• Required work
Set all the entries down again, unaltered.

• Supplied records
-- -- --

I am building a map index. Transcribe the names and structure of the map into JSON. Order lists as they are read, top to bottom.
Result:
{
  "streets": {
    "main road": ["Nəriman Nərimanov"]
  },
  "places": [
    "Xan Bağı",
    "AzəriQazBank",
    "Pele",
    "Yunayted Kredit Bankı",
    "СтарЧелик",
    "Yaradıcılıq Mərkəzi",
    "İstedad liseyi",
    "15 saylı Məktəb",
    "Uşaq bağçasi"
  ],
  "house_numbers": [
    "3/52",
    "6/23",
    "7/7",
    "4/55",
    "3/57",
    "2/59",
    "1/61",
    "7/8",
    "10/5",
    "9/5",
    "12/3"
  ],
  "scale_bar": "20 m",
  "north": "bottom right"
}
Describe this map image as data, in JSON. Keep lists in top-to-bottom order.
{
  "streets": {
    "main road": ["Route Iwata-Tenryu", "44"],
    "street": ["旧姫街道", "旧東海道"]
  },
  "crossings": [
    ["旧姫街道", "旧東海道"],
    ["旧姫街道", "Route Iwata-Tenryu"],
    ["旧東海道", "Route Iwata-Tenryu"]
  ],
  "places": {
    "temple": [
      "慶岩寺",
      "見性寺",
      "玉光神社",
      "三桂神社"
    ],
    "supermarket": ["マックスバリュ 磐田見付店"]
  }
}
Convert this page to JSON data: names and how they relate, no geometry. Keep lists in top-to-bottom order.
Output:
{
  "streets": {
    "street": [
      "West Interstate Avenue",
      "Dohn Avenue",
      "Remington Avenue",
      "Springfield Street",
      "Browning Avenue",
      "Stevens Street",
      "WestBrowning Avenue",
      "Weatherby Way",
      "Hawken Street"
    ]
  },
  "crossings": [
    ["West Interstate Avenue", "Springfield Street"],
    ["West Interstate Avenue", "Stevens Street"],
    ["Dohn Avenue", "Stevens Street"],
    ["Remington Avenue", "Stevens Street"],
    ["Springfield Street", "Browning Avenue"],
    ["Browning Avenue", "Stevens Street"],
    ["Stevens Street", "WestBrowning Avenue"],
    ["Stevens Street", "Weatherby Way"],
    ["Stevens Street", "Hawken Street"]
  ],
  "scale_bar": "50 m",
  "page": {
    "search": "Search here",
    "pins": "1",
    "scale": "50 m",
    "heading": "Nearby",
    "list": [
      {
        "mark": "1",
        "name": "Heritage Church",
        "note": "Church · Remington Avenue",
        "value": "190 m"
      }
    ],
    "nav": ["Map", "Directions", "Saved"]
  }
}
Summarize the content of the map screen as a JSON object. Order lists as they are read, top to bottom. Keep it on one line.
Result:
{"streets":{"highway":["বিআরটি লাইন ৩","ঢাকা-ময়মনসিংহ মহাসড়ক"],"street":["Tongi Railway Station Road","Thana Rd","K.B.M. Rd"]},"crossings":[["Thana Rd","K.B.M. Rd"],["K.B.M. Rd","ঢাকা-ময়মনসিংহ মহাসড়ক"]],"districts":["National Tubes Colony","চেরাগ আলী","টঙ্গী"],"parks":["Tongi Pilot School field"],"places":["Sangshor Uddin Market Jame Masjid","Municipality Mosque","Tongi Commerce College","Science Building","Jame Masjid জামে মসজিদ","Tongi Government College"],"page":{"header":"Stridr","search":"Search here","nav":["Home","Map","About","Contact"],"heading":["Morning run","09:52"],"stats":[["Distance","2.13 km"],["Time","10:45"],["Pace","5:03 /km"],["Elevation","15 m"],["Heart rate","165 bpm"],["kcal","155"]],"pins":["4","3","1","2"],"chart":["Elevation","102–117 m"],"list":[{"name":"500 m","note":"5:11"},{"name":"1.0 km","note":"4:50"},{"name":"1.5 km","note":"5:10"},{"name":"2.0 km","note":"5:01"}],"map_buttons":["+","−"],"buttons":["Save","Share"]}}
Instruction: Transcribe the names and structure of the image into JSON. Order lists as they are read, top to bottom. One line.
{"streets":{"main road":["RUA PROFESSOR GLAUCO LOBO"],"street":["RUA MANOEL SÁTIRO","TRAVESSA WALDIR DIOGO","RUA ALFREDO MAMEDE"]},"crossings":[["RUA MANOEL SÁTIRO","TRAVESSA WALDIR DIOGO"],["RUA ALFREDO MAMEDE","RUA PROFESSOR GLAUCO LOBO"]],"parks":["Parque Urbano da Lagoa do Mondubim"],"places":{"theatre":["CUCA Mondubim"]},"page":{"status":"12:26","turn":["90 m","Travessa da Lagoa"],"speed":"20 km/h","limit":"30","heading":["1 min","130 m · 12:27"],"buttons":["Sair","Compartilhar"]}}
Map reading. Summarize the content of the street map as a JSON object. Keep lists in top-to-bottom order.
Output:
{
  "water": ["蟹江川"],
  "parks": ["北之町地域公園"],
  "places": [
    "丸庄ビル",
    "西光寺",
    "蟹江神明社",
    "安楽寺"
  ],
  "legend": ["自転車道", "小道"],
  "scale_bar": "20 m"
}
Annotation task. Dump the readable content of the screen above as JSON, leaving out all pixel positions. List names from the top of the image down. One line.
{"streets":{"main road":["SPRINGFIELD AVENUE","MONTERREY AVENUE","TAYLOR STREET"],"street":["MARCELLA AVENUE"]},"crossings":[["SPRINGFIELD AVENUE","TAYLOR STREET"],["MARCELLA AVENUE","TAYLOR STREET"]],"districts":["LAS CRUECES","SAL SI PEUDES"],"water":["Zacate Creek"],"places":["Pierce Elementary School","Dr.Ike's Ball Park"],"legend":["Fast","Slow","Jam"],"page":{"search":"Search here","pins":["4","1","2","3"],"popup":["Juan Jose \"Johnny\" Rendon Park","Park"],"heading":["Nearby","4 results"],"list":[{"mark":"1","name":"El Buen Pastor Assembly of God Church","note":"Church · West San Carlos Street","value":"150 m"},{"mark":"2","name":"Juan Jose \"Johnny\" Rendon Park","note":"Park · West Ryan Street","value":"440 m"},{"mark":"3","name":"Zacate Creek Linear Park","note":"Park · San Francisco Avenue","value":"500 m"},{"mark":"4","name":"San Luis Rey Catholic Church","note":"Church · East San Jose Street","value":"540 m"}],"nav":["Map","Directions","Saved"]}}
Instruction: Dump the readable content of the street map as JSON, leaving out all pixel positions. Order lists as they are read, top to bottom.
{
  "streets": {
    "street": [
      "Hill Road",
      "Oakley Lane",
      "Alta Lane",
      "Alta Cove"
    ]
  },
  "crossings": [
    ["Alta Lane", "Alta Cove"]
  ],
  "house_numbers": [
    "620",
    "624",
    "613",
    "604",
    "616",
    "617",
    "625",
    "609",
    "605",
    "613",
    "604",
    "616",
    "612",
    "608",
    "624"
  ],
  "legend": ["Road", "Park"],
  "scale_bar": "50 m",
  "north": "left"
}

-- -- --

• Output for this task
I am building a map index. Transcribe the names and structure of the map into JSON. Order lists as they are read, top to bottom.
Result:
{
  "streets": {
    "main road": ["Nəriman Nərimanov"]
  },
  "places": [
    "Xan Bağı",
    "AzəriQazBank",
    "Pele",
    "Yunayted Kredit Bankı",
    "СтарЧелик",
    "Yaradıcılıq Mərkəzi",
    "İstedad liseyi",
    "15 saylı Məktəb",
    "Uşaq bağçasi"
  ],
  "house_numbers": [
    "3/52",
    "6/23",
    "7/7",
    "4/55",
    "3/57",
    "2/59",
    "1/61",
    "7/8",
    "10/5",
    "9/5",
    "12/3"
  ],
  "scale_bar": "20 m",
  "north": "bottom right"
}
Describe this map image as data, in JSON. Keep lists in top-to-bottom order.
{
  "streets": {
    "main road": ["Route Iwata-Tenryu", "44"],
    "street": ["旧姫街道", "旧東海道"]
  },
  "crossings": [
    ["旧姫街道", "旧東海道"],
    ["旧姫街道", "Route Iwata-Tenryu"],
    ["旧東海道", "Route Iwata-Tenryu"]
  ],
  "places": {
    "temple": [
      "慶岩寺",
      "見性寺",
      "玉光神社",
      "三桂神社"
    ],
    "supermarket": ["マックスバリュ 磐田見付店"]
  }
}
Convert this page to JSON data: names and how they relate, no geometry. Keep lists in top-to-bottom order.
Output:
{
  "streets": {
    "street": [
      "West Interstate Avenue",
      "Dohn Avenue",
      "Remington Avenue",
      "Springfield Street",
      "Browning Avenue",
      "Stevens Street",
      "WestBrowning Avenue",
      "Weatherby Way",
      "Hawken Street"
    ]
  },
  "crossings": [
    ["West Interstate Avenue", "Springfield Street"],
    ["West Interstate Avenue", "Stevens Street"],
    ["Dohn Avenue", "Stevens Street"],
    ["Remington Avenue", "Stevens Street"],
    ["Springfield Street", "Browning Avenue"],
    ["Browning Avenue", "Stevens Street"],
    ["Stevens Street", "WestBrowning Avenue"],
    ["Stevens Street", "Weatherby Way"],
    ["Stevens Street", "Hawken Street"]
  ],
  "scale_bar": "50 m",
  "page": {
    "search": "Search here",
    "pins": "1",
    "scale": "50 m",
    "heading": "Nearby",
    "list": [
      {
        "mark": "1",
        "name": "Heritage Church",
        "note": "Church · Remington Avenue",
        "value": "190 m"
      }
    ],
    "nav": ["Map", "Directions", "Saved"]
  }
}
Summarize the content of the map screen as a JSON object. Order lists as they are read, top to bottom. Keep it on one line.
Result:
{"streets":{"highway":["বিআরটি লাইন ৩","ঢাকা-ময়মনসিংহ মহাসড়ক"],"street":["Tongi Railway Station Road","Thana Rd","K.B.M. Rd"]},"crossings":[["Thana Rd","K.B.M. Rd"],["K.B.M. Rd","ঢাকা-ময়মনসিংহ মহাসড়ক"]],"districts":["National Tubes Colony","চেরাগ আলী","টঙ্গী"],"parks":["Tongi Pilot School field"],"places":["Sangshor Uddin Market Jame Masjid","Municipality Mosque","Tongi Commerce College","Science Building","Jame Masjid জামে মসজিদ","Tongi Government College"],"page":{"header":"Stridr","search":"Search here","nav":["Home","Map","About","Contact"],"heading":["Morning run","09:52"],"stats":[["Distance","2.13 km"],["Time","10:45"],["Pace","5:03 /km"],["Elevation","15 m"],["Heart rate","165 bpm"],["kcal","155"]],"pins":["4","3","1","2"],"chart":["Elevation","102–117 m"],"list":[{"name":"500 m","note":"5:11"},{"name":"1.0 km","note":"4:50"},{"name":"1.5 km","note":"5:10"},{"name":"2.0 km","note":"5:01"}],"map_buttons":["+","−"],"buttons":["Save","Share"]}}
Instruction: Transcribe the names and structure of the image into JSON. Order lists as they are read, top to bottom. One line.
{"streets":{"main road":["RUA PROFESSOR GLAUCO LOBO"],"street":["RUA MANOEL SÁTIRO","TRAVESSA WALDIR DIOGO","RUA ALFREDO MAMEDE"]},"crossings":[["RUA MANOEL SÁTIRO","TRAVESSA WALDIR DIOGO"],["RUA ALFREDO MAMEDE","RUA PROFESSOR GLAUCO LOBO"]],"parks":["Parque Urbano da Lagoa do Mondubim"],"places":{"theatre":["CUCA Mondubim"]},"page":{"status":"12:26","turn":["90 m","Travessa da Lagoa"],"speed":"20 km/h","limit":"30","heading":["1 min","130 m · 12:27"],"buttons":["Sair","Compartilhar"]}}
Map reading. Summarize the content of the street map as a JSON object. Keep lists in top-to-bottom order.
Output:
{
  "water": ["蟹江川"],
  "parks": ["北之町地域公園"],
  "places": [
    "丸庄ビル",
    "西光寺",
    "蟹江神明社",
    "安楽寺"
  ],
  "legend": ["自転車道", "小道"],
  "scale_bar": "20 m"
}
Annotation task. Dump the readable content of the screen above as JSON, leaving out all pixel positions. List names from the top of the image down. One line.
{"streets":{"main road":["SPRINGFIELD AVENUE","MONTERREY AVENUE","TAYLOR STREET"],"street":["MARCELLA AVENUE"]},"crossings":[["SPRINGFIELD AVENUE","TAYLOR STREET"],["MARCELLA AVENUE","TAYLOR STREET"]],"districts":["LAS CRUECES","SAL SI PEUDES"],"water":["Zacate Creek"],"places":["Pierce Elementary School","Dr.Ike's Ball Park"],"legend":["Fast","Slow","Jam"],"page":{"search":"Search here","pins":["4","1","2","3"],"popup":["Juan Jose \"Johnny\" Rendon Park","Park"],"heading":["Nearby","4 results"],"list":[{"mark":"1","name":"El Buen Pastor Assembly of God Church","note":"Church · West San Carlos Street","value":"150 m"},{"mark":"2","name":"Juan Jose \"Johnny\" Rendon Park","note":"Park · West Ryan Street","value":"440 m"},{"mark":"3","name":"Zacate Creek Linear Park","note":"Park · San Francisco Avenue","value":"500 m"},{"mark":"4","name":"San Luis Rey Catholic Church","note":"Church · East San Jose Street","value":"540 m"}],"nav":["Map","Directions","Saved"]}}
Instruction: Dump the readable content of the street map as JSON, leaving out all pixel positions. Order lists as they are read, top to bottom.
{
  "streets": {
    "street": [
      "Hill Road",
      "Oakley Lane",
      "Alta Lane",
      "Alta Cove"
    ]
  },
  "crossings": [
    ["Alta Lane", "Alta Cove"]
  ],
  "house_numbers": [
    "620",
    "624",
    "613",
    "604",
    "616",
    "617",
    "625",
    "609",
    "605",
    "613",
    "604",
    "616",
    "612",
    "608",
    "624"
  ],
  "legend": ["Road", "Park"],
  "scale_bar": "50 m",
  "north": "left"
}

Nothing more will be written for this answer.